In open-label Part 1, all patients received subcutaneous secukinumab until Week 12. Patients classified as responders (achieving JIA ACR30 response) at Week 12 entered into the Part 2 double-blind phase and were randomized 1:1 to continue treatment with secukinumab or begin treatment with placebo.

Baseline Disease Characteristics

The JIA patient subtypes at study entry were: 60.5% ERA and 39.5% JPsA. In the study, 67.6% of patients with JPsA, and 63.5% of patients with ERA, were treated concomitantly with MTX.

Clinical Response

Similar responses were seen in each JIA subtype (JPsA and ERA). The JIA ACR 30, 50, 70, and 90 responses for patients with JPsA and ERA at Week 12 are presented below in Table 14.

Juvenile Psoriatic Arthritis Results

During Part 2, a total of 11 JPsA patients in the placebo group experienced a flare event compared with 4 JPsA patients in the secukinumab group. The risk of flare was reduced by 85% for patients who received secukinumab compared with patients who received placebo (Hazard Ratio = 0.15, 95% CI: 0.04 to 0.56) (Figure 5).

Figure 5: Kaplan-Meier Estimates of the Time to Disease Flare in Part 2 for JPsA Patients (Subcutaneous Treatment)

Enthesitis-Related Arthritis Results

During Part 2, a total of 10 ERA patients in the placebo group experienced a flare event compared with 6 ERA patients in the secukinumab group. The risk of flare was reduced by 53% for patients who received secukinumab compared with patients who received placebo (Hazard Ratio = 0.47, 95% CI: 0.17 to 1.32) (Figure 6). Supplementary analyses provided confirmatory evidence of the treatment effect in ERA.

Figure 6: Kaplan-Meier Estimates of the Time to Disease Flare in Part 2 for ERA Patients (Subcutaneous Treatment)

14.7     Hidradenitis Suppurativa

Two randomized, double-blind, placebo-controlled 52-week Phase 3 trials (i.e., HS Trial 1 [NCT03713619] and HS Trial 2 [NCT03713632]) assessed the efficacy and safety of COSENTYX in the treatment of adult patients with moderate to severe hidradenitis suppurativa (HS). In both trials, subjects were randomized to placebo or COSENTYX 300 mg by subcutaneous injection at Weeks 0, 1, 2, 3 and 4, followed by 300 mg every 2 weeks or every 4 weeks.
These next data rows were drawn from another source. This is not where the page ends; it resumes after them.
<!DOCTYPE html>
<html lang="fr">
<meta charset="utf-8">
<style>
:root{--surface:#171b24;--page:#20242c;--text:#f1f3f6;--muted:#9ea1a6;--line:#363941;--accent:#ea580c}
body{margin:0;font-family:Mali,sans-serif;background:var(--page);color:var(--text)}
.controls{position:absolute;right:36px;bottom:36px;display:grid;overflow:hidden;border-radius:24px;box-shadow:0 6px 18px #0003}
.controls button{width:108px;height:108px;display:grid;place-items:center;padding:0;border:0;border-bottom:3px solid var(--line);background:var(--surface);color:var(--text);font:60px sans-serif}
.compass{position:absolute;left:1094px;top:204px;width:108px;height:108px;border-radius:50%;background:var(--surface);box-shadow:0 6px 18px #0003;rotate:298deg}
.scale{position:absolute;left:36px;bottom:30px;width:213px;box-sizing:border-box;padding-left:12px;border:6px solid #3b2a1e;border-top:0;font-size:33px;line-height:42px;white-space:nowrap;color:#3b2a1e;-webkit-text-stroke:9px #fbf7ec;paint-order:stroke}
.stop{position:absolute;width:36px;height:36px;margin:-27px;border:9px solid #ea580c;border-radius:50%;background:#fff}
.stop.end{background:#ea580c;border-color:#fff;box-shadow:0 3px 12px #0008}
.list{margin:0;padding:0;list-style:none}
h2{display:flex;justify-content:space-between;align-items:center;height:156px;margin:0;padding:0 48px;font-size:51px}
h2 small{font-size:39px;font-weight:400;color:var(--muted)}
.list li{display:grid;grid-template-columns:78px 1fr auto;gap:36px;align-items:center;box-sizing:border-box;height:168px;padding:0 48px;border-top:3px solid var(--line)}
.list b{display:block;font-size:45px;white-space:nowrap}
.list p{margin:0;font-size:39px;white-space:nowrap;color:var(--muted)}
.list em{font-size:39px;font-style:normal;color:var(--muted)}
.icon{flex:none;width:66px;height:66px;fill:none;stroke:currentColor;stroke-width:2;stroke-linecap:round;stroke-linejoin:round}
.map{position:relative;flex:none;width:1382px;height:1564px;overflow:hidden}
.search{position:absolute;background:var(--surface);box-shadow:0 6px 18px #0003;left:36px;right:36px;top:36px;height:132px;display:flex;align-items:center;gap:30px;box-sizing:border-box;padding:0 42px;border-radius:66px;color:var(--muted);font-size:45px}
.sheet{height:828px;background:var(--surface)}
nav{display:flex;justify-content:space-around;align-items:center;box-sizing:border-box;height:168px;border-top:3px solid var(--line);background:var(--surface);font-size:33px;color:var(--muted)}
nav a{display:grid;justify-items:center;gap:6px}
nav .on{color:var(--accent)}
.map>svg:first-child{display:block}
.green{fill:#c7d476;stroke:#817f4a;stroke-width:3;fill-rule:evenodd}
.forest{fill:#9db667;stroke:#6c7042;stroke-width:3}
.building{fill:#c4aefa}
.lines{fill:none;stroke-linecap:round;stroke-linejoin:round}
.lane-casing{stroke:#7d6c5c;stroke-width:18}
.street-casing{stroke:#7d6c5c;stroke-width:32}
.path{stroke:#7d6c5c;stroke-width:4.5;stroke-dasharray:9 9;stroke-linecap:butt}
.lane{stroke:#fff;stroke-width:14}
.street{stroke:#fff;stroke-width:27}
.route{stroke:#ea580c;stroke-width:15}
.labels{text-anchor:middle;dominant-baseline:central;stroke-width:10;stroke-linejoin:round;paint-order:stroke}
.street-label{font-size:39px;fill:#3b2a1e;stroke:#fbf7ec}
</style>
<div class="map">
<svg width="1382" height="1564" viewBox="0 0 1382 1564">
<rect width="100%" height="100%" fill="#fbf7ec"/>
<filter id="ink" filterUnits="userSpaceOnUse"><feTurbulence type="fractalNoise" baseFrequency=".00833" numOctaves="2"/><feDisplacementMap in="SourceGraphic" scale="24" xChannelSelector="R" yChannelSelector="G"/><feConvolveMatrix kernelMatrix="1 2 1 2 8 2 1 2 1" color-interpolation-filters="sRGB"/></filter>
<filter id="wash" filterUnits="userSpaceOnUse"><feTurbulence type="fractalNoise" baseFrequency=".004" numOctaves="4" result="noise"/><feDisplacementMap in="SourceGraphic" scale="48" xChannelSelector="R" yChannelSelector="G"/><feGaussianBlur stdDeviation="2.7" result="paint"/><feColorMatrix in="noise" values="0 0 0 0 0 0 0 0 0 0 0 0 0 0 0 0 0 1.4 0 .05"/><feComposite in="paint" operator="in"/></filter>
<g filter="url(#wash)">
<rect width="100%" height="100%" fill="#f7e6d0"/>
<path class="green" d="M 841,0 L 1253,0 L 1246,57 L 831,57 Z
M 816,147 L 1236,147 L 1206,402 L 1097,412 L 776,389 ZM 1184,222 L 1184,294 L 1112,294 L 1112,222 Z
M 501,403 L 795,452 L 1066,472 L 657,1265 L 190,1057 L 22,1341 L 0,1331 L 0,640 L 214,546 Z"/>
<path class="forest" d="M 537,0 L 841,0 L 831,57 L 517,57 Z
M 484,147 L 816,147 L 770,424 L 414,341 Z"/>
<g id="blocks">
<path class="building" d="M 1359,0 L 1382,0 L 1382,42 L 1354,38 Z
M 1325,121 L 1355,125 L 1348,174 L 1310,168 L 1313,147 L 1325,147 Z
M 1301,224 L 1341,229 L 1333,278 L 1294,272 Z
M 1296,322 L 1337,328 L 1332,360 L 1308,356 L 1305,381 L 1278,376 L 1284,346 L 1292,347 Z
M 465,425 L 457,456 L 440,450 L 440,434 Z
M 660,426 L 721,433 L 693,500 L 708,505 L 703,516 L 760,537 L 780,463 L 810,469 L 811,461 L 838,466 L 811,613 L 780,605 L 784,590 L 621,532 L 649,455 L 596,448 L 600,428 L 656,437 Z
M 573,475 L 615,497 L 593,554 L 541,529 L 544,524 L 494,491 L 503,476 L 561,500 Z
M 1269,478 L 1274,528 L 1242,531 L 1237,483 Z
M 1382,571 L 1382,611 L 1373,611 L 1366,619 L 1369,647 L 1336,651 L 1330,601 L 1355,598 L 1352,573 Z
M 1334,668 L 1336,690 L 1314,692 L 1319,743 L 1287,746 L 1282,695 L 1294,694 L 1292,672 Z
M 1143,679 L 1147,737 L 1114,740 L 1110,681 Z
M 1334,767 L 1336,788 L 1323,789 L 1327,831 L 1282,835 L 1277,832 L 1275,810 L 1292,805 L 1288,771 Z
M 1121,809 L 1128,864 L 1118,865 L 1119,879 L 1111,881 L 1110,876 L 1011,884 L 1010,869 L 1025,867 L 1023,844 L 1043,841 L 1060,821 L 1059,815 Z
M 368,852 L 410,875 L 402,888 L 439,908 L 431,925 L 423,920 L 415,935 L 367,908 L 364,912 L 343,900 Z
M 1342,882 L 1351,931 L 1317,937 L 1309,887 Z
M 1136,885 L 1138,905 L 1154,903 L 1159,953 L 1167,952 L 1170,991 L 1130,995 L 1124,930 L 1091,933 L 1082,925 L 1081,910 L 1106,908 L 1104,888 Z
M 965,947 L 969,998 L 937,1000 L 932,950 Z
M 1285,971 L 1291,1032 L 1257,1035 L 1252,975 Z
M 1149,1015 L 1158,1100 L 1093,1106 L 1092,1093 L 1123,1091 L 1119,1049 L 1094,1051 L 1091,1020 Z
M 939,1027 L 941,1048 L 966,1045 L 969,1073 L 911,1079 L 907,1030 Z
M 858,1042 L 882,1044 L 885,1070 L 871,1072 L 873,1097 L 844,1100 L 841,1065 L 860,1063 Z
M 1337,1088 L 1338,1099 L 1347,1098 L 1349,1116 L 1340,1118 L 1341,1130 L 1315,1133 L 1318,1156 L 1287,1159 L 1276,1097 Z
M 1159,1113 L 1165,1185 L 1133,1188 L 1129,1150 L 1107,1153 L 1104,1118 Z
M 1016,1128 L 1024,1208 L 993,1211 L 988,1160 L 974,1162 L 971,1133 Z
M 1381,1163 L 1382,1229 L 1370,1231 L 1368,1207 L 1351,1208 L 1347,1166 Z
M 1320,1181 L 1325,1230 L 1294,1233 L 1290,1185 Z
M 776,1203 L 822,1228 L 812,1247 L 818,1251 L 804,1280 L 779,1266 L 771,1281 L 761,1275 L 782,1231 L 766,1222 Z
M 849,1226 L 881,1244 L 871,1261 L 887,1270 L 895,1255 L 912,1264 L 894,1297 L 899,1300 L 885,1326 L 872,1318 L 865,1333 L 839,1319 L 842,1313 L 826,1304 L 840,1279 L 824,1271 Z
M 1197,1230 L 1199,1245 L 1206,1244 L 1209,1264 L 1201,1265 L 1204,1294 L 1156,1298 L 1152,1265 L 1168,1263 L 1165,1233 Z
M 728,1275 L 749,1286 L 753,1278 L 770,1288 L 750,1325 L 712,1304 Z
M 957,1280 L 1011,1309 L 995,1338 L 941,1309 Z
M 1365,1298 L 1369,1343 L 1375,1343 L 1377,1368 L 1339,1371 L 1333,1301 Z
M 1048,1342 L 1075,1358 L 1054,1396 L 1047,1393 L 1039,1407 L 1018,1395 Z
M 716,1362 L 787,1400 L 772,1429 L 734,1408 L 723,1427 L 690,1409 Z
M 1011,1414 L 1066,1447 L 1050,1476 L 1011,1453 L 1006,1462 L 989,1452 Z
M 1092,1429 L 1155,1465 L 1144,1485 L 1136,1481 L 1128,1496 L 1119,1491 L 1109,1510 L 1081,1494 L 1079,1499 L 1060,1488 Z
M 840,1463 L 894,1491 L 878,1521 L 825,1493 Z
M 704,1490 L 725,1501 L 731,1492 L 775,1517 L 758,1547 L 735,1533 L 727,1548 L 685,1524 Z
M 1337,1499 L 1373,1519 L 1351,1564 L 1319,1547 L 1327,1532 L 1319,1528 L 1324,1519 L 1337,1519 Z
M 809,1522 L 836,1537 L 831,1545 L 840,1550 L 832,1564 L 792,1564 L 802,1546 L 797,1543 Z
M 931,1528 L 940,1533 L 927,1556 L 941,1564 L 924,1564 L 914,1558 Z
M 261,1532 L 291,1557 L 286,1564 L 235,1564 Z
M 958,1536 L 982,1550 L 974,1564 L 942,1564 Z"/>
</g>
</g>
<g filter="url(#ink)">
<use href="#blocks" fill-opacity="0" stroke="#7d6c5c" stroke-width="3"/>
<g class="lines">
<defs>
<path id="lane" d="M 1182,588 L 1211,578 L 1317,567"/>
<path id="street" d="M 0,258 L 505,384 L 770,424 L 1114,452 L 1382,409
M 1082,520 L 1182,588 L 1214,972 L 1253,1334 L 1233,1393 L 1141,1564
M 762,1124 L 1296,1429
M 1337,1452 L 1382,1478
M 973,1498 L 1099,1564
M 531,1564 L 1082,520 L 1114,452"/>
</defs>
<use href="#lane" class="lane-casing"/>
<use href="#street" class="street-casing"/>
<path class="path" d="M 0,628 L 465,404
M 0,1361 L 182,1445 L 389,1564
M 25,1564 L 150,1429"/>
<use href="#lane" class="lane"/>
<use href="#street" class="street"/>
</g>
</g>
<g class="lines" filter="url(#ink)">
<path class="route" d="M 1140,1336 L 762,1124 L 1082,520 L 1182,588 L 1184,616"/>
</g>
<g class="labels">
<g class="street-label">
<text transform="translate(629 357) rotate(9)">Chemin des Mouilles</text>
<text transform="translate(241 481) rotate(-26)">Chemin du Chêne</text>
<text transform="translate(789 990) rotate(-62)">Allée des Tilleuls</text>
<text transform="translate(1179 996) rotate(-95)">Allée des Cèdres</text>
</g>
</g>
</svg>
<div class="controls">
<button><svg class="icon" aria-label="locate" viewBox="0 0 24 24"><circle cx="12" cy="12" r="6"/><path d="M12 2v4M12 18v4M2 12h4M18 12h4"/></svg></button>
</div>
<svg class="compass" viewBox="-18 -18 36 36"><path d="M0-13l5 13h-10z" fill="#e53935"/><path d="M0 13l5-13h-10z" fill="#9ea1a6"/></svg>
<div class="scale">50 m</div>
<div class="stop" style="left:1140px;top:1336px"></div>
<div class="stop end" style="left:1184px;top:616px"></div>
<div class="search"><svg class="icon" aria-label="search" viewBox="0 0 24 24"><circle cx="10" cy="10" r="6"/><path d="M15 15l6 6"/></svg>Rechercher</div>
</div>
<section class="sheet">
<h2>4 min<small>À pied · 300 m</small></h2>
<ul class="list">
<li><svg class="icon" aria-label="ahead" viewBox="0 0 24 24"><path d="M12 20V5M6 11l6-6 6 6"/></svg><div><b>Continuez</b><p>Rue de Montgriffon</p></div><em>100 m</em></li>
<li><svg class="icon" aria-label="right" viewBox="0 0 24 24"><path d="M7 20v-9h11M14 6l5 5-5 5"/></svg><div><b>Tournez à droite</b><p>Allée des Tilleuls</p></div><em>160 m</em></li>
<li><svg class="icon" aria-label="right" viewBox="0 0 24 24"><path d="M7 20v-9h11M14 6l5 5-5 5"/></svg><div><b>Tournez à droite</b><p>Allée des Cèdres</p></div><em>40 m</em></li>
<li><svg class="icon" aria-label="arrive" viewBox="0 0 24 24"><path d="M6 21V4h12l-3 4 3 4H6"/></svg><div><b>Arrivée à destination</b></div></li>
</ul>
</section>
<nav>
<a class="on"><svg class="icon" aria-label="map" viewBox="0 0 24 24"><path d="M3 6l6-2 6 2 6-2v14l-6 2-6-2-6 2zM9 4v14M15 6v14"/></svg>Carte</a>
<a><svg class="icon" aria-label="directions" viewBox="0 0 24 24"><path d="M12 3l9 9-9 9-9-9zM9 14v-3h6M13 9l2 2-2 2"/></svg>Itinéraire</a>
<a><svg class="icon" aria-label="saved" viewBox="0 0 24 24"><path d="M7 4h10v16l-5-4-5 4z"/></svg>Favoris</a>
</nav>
At Week 16, subjects who were randomized to placebo were reassigned to receive COSENTYX 300 mg at Weeks 16, 17, 18, 19, and 20 followed by either COSENTYX 300 mg every 2 weeks (Q2W) or COSENTYX 300 mg every 4 weeks (Q4W).

Baseline Demographics and Disease Characteristics

HS Trials 1 and 2 included 1,084 adult subjects with moderate to severe HS. HS Trial 1 evaluated 541 subjects and HS Trial 2 evaluated 543 subjects, of whom 13% and 11%, respectively, received concomitant stable dose of systemic antibiotics. In HS Trial 1 and HS Trial 2, 24% and 23% of patients, respectively, were previously treated with a biologic (biologic-exposed patients) and discontinued the biologic agent for either lack of efficacy or intolerance.

Endpoints

The primary endpoint in both trials was the proportion of subjects who achieved a Hidradenitis Suppurativa Clinical Response (HiSCR50) defined as at least a 50% decrease in abscesses and inflammatory nodules (AN) count with no increase in the number of abscesses and/or in the number of draining fistulae relative to baseline at Week 16.

Clinical Response

In HS Trial 1 and HS Trial 2, a statistically significantly higher proportion of subjects treated with COSENTYX 300 mg every 2 weeks (after the first four weeks) achieved a HiSCR50 response at Week 16 compared to patients treated with placebo (see Table 15). In both HS trials, a higher proportion of subjects treated with COSENTYX 300 mg every 4 weeks (after the first four weeks) achieved HiSCR50 at Week 16 compared to subjects treated with placebo (see Table 15), where statistical significance was reached in HS Trial 2. In both trials, the onset of action of COSENTYX occurred as early as Week 2 and the efficacy progressively increased up to Week 16.

For the primary endpoint, HiSCR50, subjects who received any rescue medication or lesion intervention were considered treatment failures and handled as non-responders (n=20 in Placebo, 11 in Q4W, and 8 in Q2W in HS Trial 1; n=23 in Placebo, 17 in Q4W, and 13 in Q2W in HS Trial 2).

Improvements were seen for the primary endpoint in HS subjects regardless of previous or concomitant antibiotic treatment or previous biologic exposure.